» What the exercise asks
Could you return each entry below exactly as written, minus any pictures?

*** Opening Supplied material ***

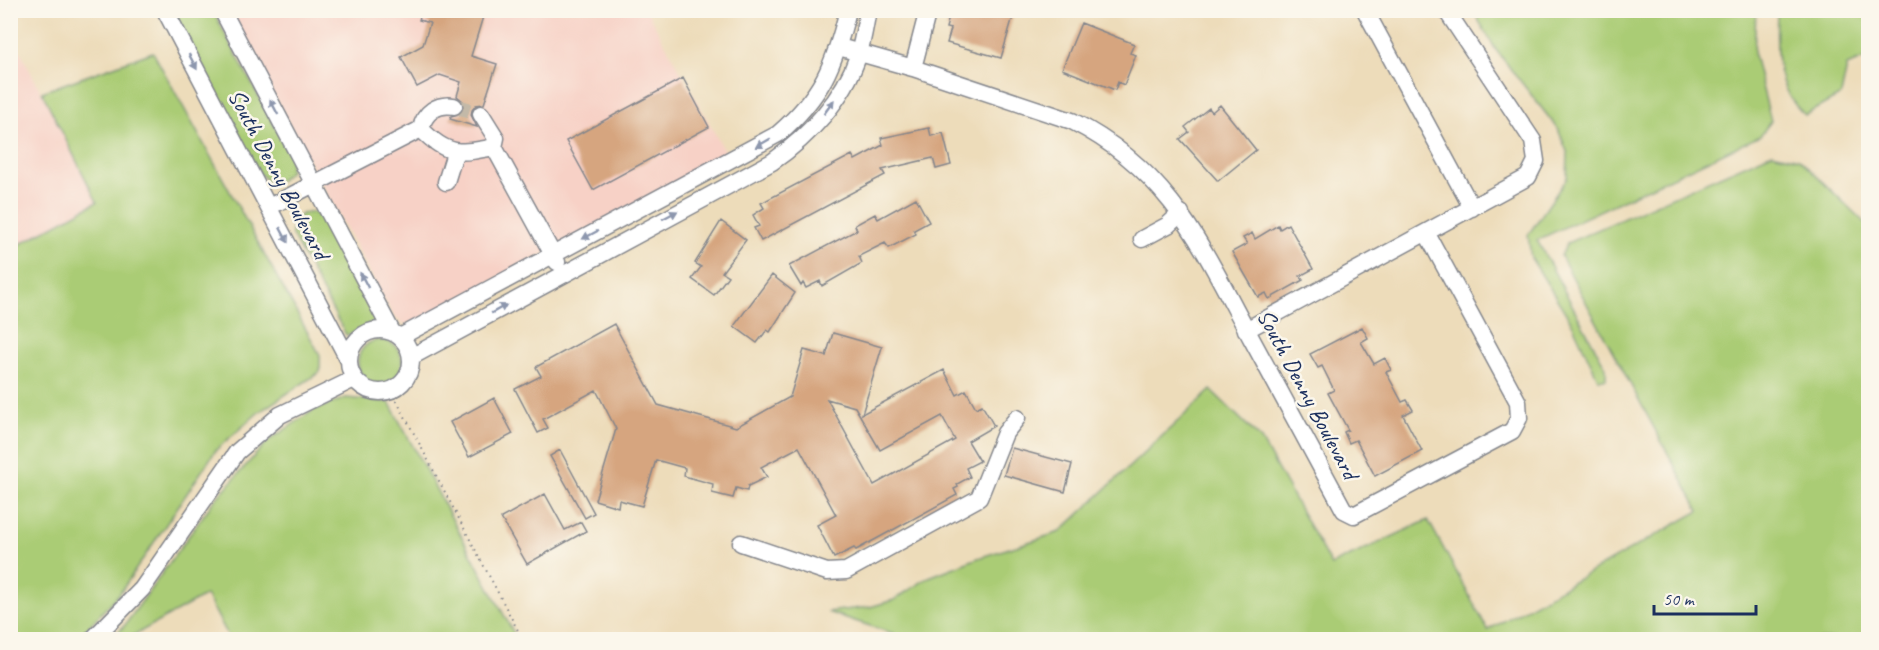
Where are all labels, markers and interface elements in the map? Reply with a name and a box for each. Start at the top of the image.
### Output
one-way arrow [188,54,198,71]
street label: South Denny Boulevard [222,84,338,267]
one-way arrow [269,99,278,116]
one-way arrow [823,99,835,115]
one-way arrow [755,138,771,149]
one-way arrow [662,211,679,220]
one-way arrow [279,226,289,243]
one-way arrow [582,230,599,240]
one-way arrow [360,271,370,289]
one-way arrow [491,304,508,314]
street label: South Denny Boulevard [1251,304,1367,487]
scale bar [1654,578,1756,616]
text: 50 m [1663,588,1696,610]

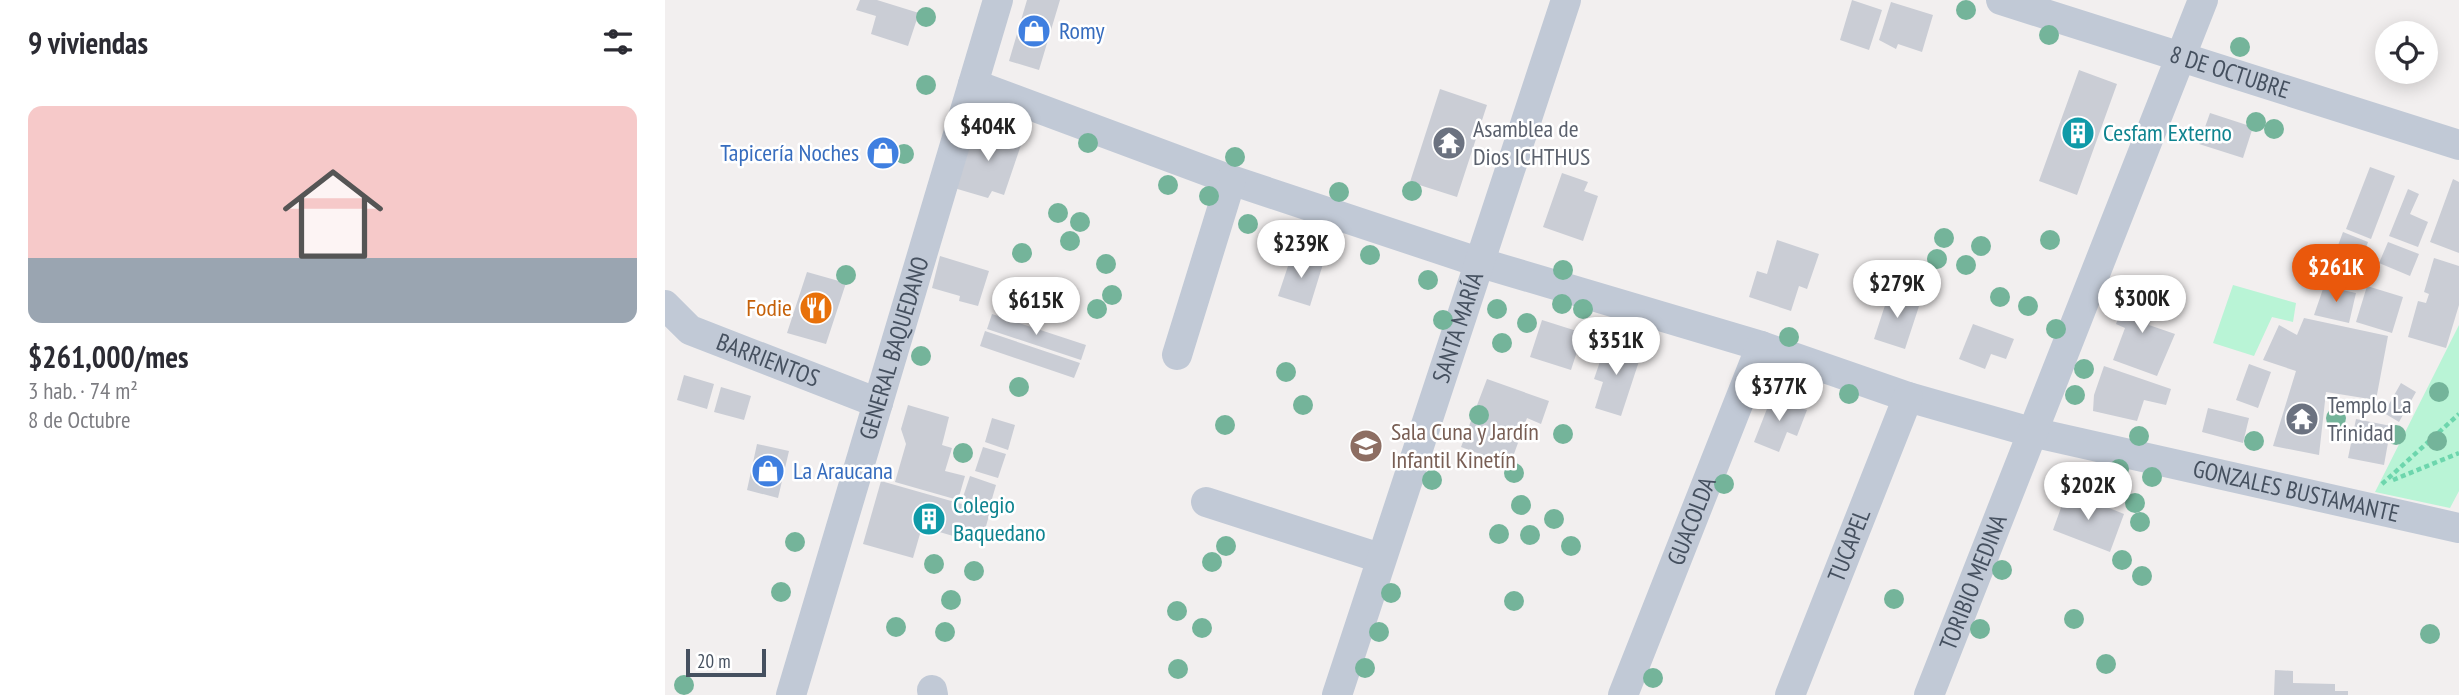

*** Closing Supplied material ***

» Response
Where are all labels, markers and interface elements in the map? Reply with a name and a box for each. Start at the top of the image.
### Output
one-way arrow [188,54,198,71]
street label: South Denny Boulevard [222,84,338,267]
one-way arrow [269,99,278,116]
one-way arrow [823,99,835,115]
one-way arrow [755,138,771,149]
one-way arrow [662,211,679,220]
one-way arrow [279,226,289,243]
one-way arrow [582,230,599,240]
one-way arrow [360,271,370,289]
one-way arrow [491,304,508,314]
street label: South Denny Boulevard [1251,304,1367,487]
scale bar [1654,578,1756,616]
text: 50 m [1663,588,1696,610]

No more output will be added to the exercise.